Joseph Christensen Jenson

Joseph Jenson was born 5 June 1867 in Logan, Utah.  He was the son of Latter-day Saint immigrants Jens Peter Christensen and Margaret Olsen Christensen.  He was the fifth and youngest child of the second family.  His father practiced polygamy, so he also had six half-siblings.

Joseph married Elizabeth Ann Adams on 29 July 1890 in Cache Valley, Utah Territory. They suffered many losses in their marriage.  Hazel Adams Jenson was born in 1890, but died less than four months later. Son Oliver Adams Jenson was born in 1890. He was their only child to live to adulthood. Little Alice Elizabeth was born on the first of September, 1893, but she died before the end of the month, on 30 September 1893. The baby’s mother died the same day. Twenty-six-year old Joseph Jenson was left widowed with a two-year-old son to raise alone. As was customary in those days, Joseph loaned his son out to his wife’s parents to raise so he could make a living.

Joseph finally remarried at age thirty-two, six years after the death of his first wife. He married Alice Girdlestone Smith on 21 September 1899. Together he and Alice had eight children, but again death was no stranger to the couple. Joseph Melvin was born in January, 1901, but he died in September that same year. Donald Sylvester, born in 1902, grew up to farm in Arbon. Lorene, a sweet baby girl made all the sweeter by the loss of the two baby girls Joseph had lost with his first wife, was born in 1904 but drowned in a Logan irrigation canal when she was just four years old. Clyde Jenson, the musician and future owner of a Stradivarius violin, also farmed in Arbon; it was his son and grandson who ran the farm for generations. Ida Vilate was born in 1908. Ralph Vaughn came along in 1911, but was killed in a farming accident in Arbon when he was eight years old. Albert Vernon was born in 1912, and George Merlin was born in 1916. Of Joseph’s eleven children (three with his first wife and eight with his second wife), only six of his children lived to adulthood.

Joseph came to the Arbon Valley (then called Bannock Valley) in 1907, proving up on his homestead in 1914. By then his oldest son, Oliver, was twenty-four years old, but it is not known if Oliver ever lived in Arbon Valley (both the 1900 and the 1910 censuses placed him living with his maternal grandparents in Logan, Utah).

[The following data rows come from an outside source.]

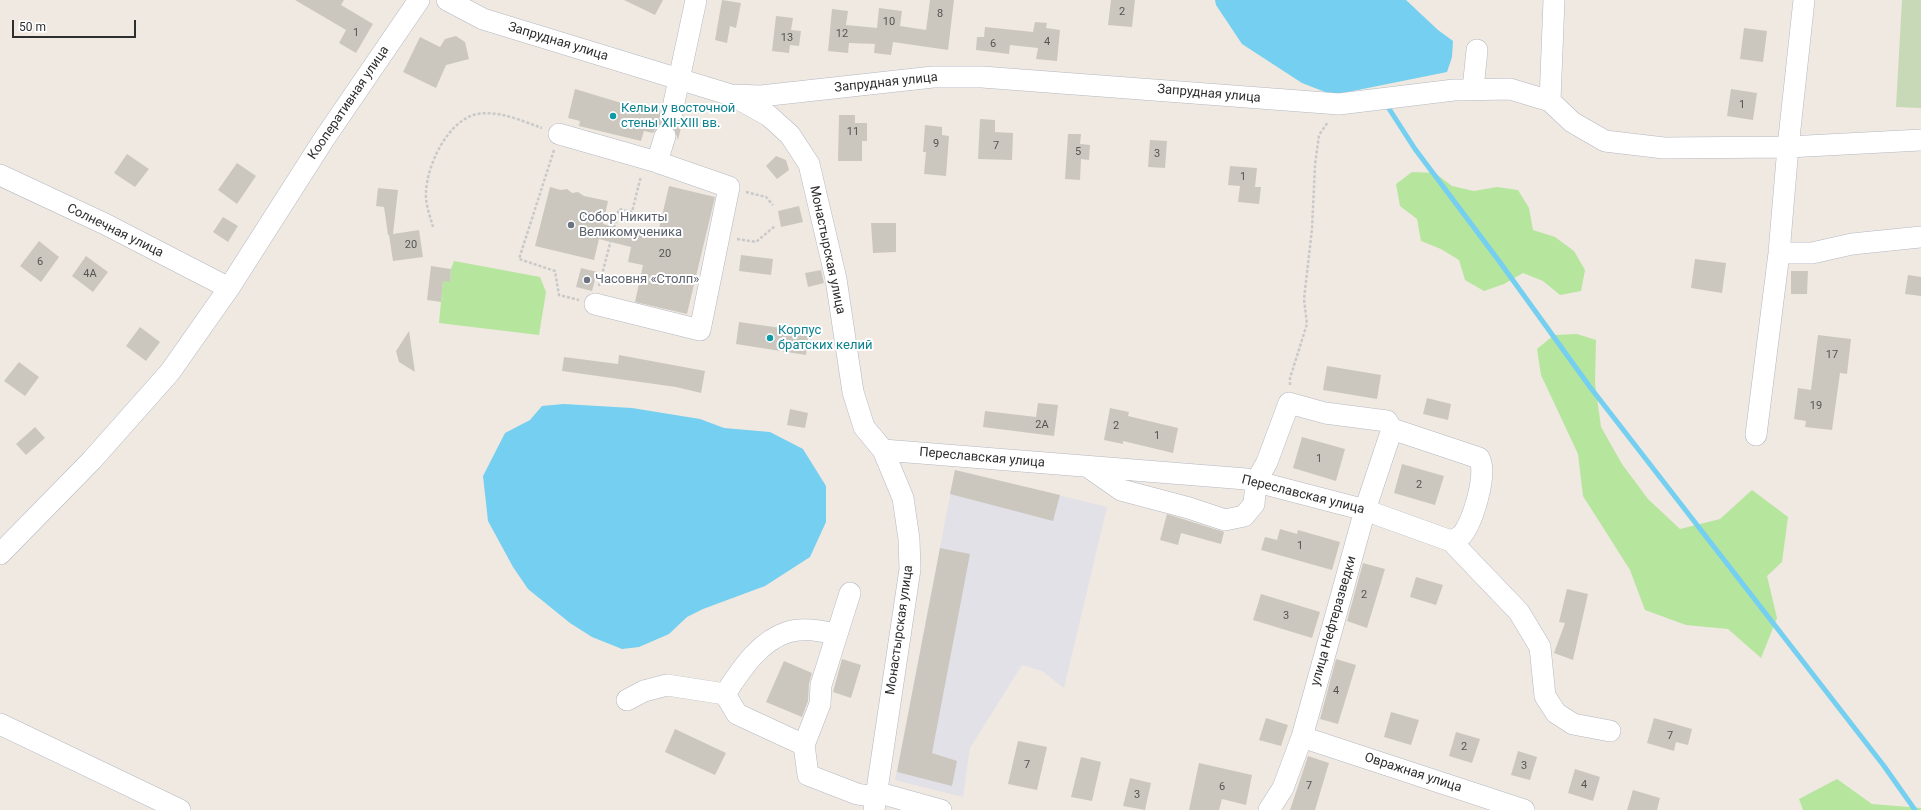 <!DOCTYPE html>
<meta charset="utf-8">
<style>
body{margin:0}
#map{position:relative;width:1921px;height:810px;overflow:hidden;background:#efe9e1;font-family:Roboto,sans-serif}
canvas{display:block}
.scale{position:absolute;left:12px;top:20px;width:124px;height:18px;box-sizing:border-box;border:2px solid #2e2e2e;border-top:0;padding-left:5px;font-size:12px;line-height:14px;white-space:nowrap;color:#2e2e2e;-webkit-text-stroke:3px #fff;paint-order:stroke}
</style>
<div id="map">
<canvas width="1921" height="810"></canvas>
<div class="scale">50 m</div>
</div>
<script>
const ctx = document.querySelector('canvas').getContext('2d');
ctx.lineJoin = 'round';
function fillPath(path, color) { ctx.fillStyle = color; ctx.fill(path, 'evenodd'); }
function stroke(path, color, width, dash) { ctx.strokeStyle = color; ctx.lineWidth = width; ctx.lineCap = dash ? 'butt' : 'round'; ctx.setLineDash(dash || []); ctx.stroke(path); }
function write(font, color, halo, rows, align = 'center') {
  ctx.font = font + ' Roboto,sans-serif'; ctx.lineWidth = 4; ctx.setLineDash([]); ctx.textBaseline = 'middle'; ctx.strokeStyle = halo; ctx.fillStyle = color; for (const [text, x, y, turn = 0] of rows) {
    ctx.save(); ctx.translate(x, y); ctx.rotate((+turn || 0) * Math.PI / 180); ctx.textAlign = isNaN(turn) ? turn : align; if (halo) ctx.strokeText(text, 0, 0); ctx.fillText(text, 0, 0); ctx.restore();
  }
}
const industrial = new Path2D(`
 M 955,470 L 1107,507 L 1064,688 L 1042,671 L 1022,665 L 970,748 L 963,797 L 895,780 Z`);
const green = new Path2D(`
 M 1412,172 L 1435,173 L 1452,186 L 1474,191 L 1497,187 L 1518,190 L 1529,208 L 1533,230 L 1555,237 L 1574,251 L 1585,270 L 1581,291 L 1560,295 L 1543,281 L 1523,273 L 1504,284 L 1484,291 L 1465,280 L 1459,260 L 1441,249 L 1421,241 L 1417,219 L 1400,206 L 1396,184 Z
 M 454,261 L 540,277 L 546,292 L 539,335 L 439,323 L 443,281 L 450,281 L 451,269 Z
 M 1577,334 L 1596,340 L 1595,383 L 1601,427 L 1622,464 L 1648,499 L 1680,529 L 1720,519 L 1752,490 L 1788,517 L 1782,562 L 1767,576 L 1777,618 L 1761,658 L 1728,629 L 1686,625 L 1645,610 L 1630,570 L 1583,496 L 1578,454 L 1541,375 L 1537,349 L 1554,335 Z
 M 1837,779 L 1872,804 L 1921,808 L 1921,810 L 1803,810 L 1799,799 Z`);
const cemetery = new Path2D(`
 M 1902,0 L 1921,0 L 1921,108 L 1896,107 Z`);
const water = new Path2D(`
 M 1215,0 L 1406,0 L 1438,30 L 1453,41 L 1452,57 L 1447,72 L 1333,95 L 1302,83 L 1242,44 L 1216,5 Z
 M 564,404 L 632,408 L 700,419 L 724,428 L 770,432 L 803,449 L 826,486 L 826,522 L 810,557 L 765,586 L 703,609 L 687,617 L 669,634 L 639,647 L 622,649 L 592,637 L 570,623 L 528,589 L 513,567 L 488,521 L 483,476 L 505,433 L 530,420 L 542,406 Z`);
const stream = new Path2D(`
 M 1386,104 L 1415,149 L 1499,261 L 1590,387 L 1884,766 L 1915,810`);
const building = new Path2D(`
 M 295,0 L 344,0 L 341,5 L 373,24 L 356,53 L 339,43 L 346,30 Z
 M 624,0 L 663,0 L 655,15 Z
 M 722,0 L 741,3 L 736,28 L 730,26 L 727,43 L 715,40 Z
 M 930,0 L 954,0 L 948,50 L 893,42 L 891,55 L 874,53 L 875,44 L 849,43 L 848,53 L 828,51 L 832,9 L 848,11 L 846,25 L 877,28 L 879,8 L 902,11 L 900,26 L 926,30 Z
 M 1111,0 L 1135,0 L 1132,27 L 1108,25 Z
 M 776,16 L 793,18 L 791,30 L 801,31 L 799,46 L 790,45 L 789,53 L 772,51 Z
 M 1035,22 L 1047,23 L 1046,28 L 1060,30 L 1057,61 L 1036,59 L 1038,48 L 1010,45 L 1009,54 L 976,50 L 977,37 L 984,37 L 985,27 L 1033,32 Z
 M 1744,28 L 1767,31 L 1763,62 L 1740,59 Z
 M 456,36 L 465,42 L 469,59 L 446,65 L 436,88 L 403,72 L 420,37 L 440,47 L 445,39 Z
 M 575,89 L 658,114 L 660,109 L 661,116 L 664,121 L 669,124 L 676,123 L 684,115 L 678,140 L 674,128 L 668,124 L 662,124 L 657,127 L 653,133 L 644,131 L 641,141 L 579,126 L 580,121 L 568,118 Z
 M 1731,89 L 1757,93 L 1753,120 L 1727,116 Z
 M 839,115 L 855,115 L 855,123 L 867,123 L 867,141 L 862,141 L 862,161 L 838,161 Z
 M 980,119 L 995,120 L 995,132 L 1013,133 L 1012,160 L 978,159 Z
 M 925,125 L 942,127 L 942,135 L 949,136 L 946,176 L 924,174 L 926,152 L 923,152 Z
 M 1068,134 L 1081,134 L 1080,144 L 1090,145 L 1089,160 L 1081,159 L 1080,180 L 1065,179 Z
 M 1150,140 L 1167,141 L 1165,168 L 1148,167 Z
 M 127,154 L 149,169 L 135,187 L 114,173 Z
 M 776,156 L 786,160 L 789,170 L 777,179 L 766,166 Z
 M 237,163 L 256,176 L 237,204 L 218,190 Z
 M 1230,166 L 1257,168 L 1255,187 L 1261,187 L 1259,204 L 1238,202 L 1240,186 L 1228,185 Z
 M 669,186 L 715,197 L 687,314 L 635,302 L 643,265 L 628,262 L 631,247 L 599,239 L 594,260 L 535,246 L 550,187 L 561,190 L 567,189 L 572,193 L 578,192 L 584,196 L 608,201 L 603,224 L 657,237 Z
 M 378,188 L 398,190 L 393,234 L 419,230 L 423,257 L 393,261 L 389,235 L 390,235 L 388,235 L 384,207 L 376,206 Z
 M 799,206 L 803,222 L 781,227 L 778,211 Z
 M 223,217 L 238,226 L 228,242 L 213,232 Z
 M 871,223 L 896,223 L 896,252 L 873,253 Z
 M 39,241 L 59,257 L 41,282 L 20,266 Z
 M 741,255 L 773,259 L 771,275 L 739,271 Z
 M 86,256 L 108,272 L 93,292 L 72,276 Z
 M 1695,259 L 1726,263 L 1722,293 L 1691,288 Z
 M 431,266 L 451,269 L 450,282 L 443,281 L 441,302 L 427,300 Z
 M 581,268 L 597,272 L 592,291 L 576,287 Z
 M 821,270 L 824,283 L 808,287 L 805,273 Z
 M 1791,271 L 1808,271 L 1807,294 L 1791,294 Z
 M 1908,275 L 1921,277 L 1921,296 L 1905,294 Z
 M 739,322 L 809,332 L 806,355 L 736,344 Z
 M 140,327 L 160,342 L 146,361 L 126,346 Z
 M 409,331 L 415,372 L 399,362 L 396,351 Z
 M 1818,335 L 1851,339 L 1847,374 L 1840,373 L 1832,430 L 1805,427 L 1806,421 L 1794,419 L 1798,388 L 1811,390 Z
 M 619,355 L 705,371 L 701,393 L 676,387 L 562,371 L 564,357 L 618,364 Z
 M 19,362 L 39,377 L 25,396 L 4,381 Z
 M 1327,366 L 1381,375 L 1377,399 L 1323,390 Z
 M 1427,398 L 1451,404 L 1448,420 L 1423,414 Z
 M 1038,403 L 1058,405 L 1054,436 L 983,427 L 985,411 L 1036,417 Z
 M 1110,408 L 1129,412 L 1128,416 L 1178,428 L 1173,453 L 1123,441 L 1123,444 L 1104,440 Z
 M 790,409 L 808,413 L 805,428 L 787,425 Z
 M 35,427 L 45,438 L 26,455 L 16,444 Z
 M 1302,437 L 1345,449 L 1336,481 L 1293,468 Z
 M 1402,464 L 1444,476 L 1435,505 L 1394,493 Z
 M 955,470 L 1060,495 L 1053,521 L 950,494 Z
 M 1167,514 L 1224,532 L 1221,544 L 1181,533 L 1178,545 L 1160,540 Z
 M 1280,529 L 1297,534 L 1298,530 L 1340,542 L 1332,570 L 1261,550 L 1265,537 L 1277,540 Z
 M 940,548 L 970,554 L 932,753 L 957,761 L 952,786 L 897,772 Z
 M 1363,563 L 1385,569 L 1367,628 L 1347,621 Z
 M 1416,577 L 1443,585 L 1436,605 L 1410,597 Z
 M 1567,589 L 1588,594 L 1573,660 L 1554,653 L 1565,623 L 1559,622 Z
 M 1261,594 L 1320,612 L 1312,638 L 1253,620 Z
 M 842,659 L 861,665 L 851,698 L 833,692 Z
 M 1336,659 L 1356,665 L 1338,724 L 1320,719 Z
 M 784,661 L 812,673 L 809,684 L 808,701 L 802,717 L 766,702 Z
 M 1391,712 L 1419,720 L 1411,745 L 1384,737 Z
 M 1266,718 L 1288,725 L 1281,746 L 1259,740 Z
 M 1654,718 L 1692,729 L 1688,745 L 1676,742 L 1674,751 L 1647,743 Z
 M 675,729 L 726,753 L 715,775 L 665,752 Z
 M 1456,732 L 1480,739 L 1472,763 L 1449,756 Z
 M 1018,741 L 1047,747 L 1037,790 L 1008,784 Z
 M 1518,751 L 1537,757 L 1530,780 L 1511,775 Z
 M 1308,756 L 1329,763 L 1315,810 L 1290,810 Z
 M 1081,757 L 1101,762 L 1092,801 L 1071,797 Z
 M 1199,763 L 1252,775 L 1246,805 L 1222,799 L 1219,810 L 1189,810 Z
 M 1575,769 L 1600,777 L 1593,801 L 1568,793 Z
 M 1130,778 L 1151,783 L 1145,810 L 1123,806 Z
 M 1633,790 L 1660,798 L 1657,810 L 1627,810 Z`);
const path = new Path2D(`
 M 554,150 L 519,259 L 555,271 L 559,295 L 579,300
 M 746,192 L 766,197 L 773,205
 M 433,227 C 430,216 425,203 426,192 C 427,165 448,120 477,114 C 499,110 522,121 542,128
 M 737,239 L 756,242 L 775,226
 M 599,286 L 619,209 L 632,212 L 641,176
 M 1290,385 L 1290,378 L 1307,324 L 1304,299 L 1312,229 L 1315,165 L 1319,135 L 1328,122`);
const minor = new Path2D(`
 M 447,0 L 483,19 L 731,95 L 761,96 L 933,77 L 982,77 L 1339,104 L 1454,90 L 1510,89 L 1550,101 L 1572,122 L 1605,141 L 1664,148 L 1788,147 L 1921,140
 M 1473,89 L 1477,50
 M 735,97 L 769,116 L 790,135 L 809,164 L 836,279 L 853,392 L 864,427 L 883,450 L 903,498 L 909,539 L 910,569 L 874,810
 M 1550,101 L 1554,0
 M 672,112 L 696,0
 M 559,134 L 657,162 L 729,187 L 700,330 L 595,304
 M 657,162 L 665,136
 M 0,175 L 105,224 L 229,288
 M 1779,253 L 1812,253 L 1852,244 L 1921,237
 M 1756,435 L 1779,253 L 1788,147 L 1804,0
 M 883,450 L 1246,479 L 1365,510 L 1451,541 L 1519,612 L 1540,647 L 1545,696 L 1556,713 L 1573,724 L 1610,731
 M 1088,467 L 1121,490 L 1189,508 L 1225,520 L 1244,516 L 1254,504 L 1256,482 L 1267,462 L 1289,403 L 1325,413 L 1387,421 L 1392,429 L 1479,458 C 1488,473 1473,521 1462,535 C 1459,538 1454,539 1451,541
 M 0,554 L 92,460 L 170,372 L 229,288 L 324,139 L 419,0
 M 725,694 C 741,670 759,641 788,632 C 803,627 821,631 836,634
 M 627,700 L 644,691 L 667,685 L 725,694 L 737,714 L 804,745 L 808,775 L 857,794 L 876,797
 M 0,724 L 180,810
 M 1302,737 L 1524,810
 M 804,745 L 820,704 L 821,685 L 850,593
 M 876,792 L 941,810
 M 1269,810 L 1283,788 L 1302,737 L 1365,510 L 1392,429`);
const markers = [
 [613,116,4,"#0f9aa8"],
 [571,225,4,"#6b7280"],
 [587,280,4,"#6b7280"],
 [770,338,4,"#0f9aa8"]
];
const numberNames = [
 ["2",1122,12],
 ["8",940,14],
 ["10",889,22],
 ["1",356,33],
 ["12",842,34],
 ["13",787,38],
 ["4",1047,42],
 ["6",993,44],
 ["1",1742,105],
 ["11",853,132],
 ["9",936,144],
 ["7",996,146],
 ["5",1078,152],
 ["3",1157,154],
 ["1",1243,177],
 ["20",411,245],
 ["20",665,254],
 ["6",40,262],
 ["4А",90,274],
 ["17",1832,355],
 ["19",1816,406],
 ["2А",1042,425],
 ["2",1116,426],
 ["1",1157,436],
 ["1",1319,459],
 ["2",1419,485],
 ["1",1300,546],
 ["2",1364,595],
 ["3",1286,616],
 ["4",1336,691],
 ["7",1670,736],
 ["2",1464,747],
 ["7",1027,765],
 ["3",1524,766],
 ["4",1584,785],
 ["7",1309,786],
 ["6",1222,787],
 ["3",1137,795]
];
const streetNames = [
 ["Запрудная улица",558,42,17],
 ["Запрудная улица",886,83,-6],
 ["Запрудная улица",1209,94,5],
 ["Кооперативная улица",349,103,-56],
 ["Солнечная улица",115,231,26],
 ["Монастырская улица",827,250,78],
 ["Переславская улица",982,458,5],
 ["Переславская улица",1303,495,14],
 ["улица Нефтеразведки",1334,621,-74],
 ["Монастырская улица",900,630,-82],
 ["Овражная улица",1413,773,18]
];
const cultureNames = [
 ["Кельи у восточной",621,109],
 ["стены XII-XIII вв.",621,124],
 ["Корпус",778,331],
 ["братских келий",778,346]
];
const worshipNames = [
 ["Собор Никиты",579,218],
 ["Великомученика",579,233],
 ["Часовня «Столп»",595,280]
];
fillPath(industrial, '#e3e1e8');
fillPath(green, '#b6e59e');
fillPath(cemetery, '#c8d9b8');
fillPath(water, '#75cff0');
stroke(stream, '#75cff0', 5);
fillPath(building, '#cbc7bf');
stroke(minor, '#b4b7c1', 22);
stroke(path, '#c9c9c9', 2.5, [3, 2]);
stroke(minor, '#fff', 21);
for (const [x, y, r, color] of markers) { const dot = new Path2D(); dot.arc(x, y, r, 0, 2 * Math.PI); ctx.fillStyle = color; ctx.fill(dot); stroke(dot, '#fff', 1.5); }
write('11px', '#555452', null, numberNames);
write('13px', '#2e2e2e', '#fff', streetNames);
write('13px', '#0d838f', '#fff', cultureNames, 'left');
write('13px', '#5b616d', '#fff', worshipNames, 'left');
</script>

It appears that when Joseph came to Arbon Valley, his “help” was his sons, Donald, Clyde, and later on, little Vaughn, who died when he was eight, doing a man’s job. Young boys had to grow up fast in those days.

Joseph’s son Clyde remembers one of the annual spring moves to Arbon Valley, when the homesteaders returned after spending the winter in milder Cache Valley. According to Clyde, “They came in a covered wagon with four horses up through Sublet Trail…It was cold. [The Sublet Trail was a few miles north of where Jensen Pass would later be built. Sublet Canyon still appears on topographical maps.] They stopped at a sheep herder’s camp and then [went] on to the cabin” (Bannock Valley, p. 251, memory of Clyde and Zella Jenson).

To the early settlers, a road was a lifeline to family, supplies, and markets. Most of the settlers in the Arbon and Summit areas needed a road that was better than an Indian trail to get their wagons to Malad, which was the Oneida County seat. The farmers got together and asked the Oneida county commissioners for a good road so they could get their grain to market.

The first road used to transport people and goods into the valley was Rocky Ridge (east of Andersen Lane). The next road was called the Turkey Trail (this is east of Vance Ward), with Jenson Pass being the third road. The first two roads weren’t actually surveyed and graded – they just grew as settlers brought wagons over some of the old Indian trails. But Jenson Pass was an actual surveyed road, with a budget to pay the supervisor and workers. It was in the same place where the Hudspeth Cutoff brought literally thousands of immigrants through the valley on their way to California during the Gold Rush, fifty years previously.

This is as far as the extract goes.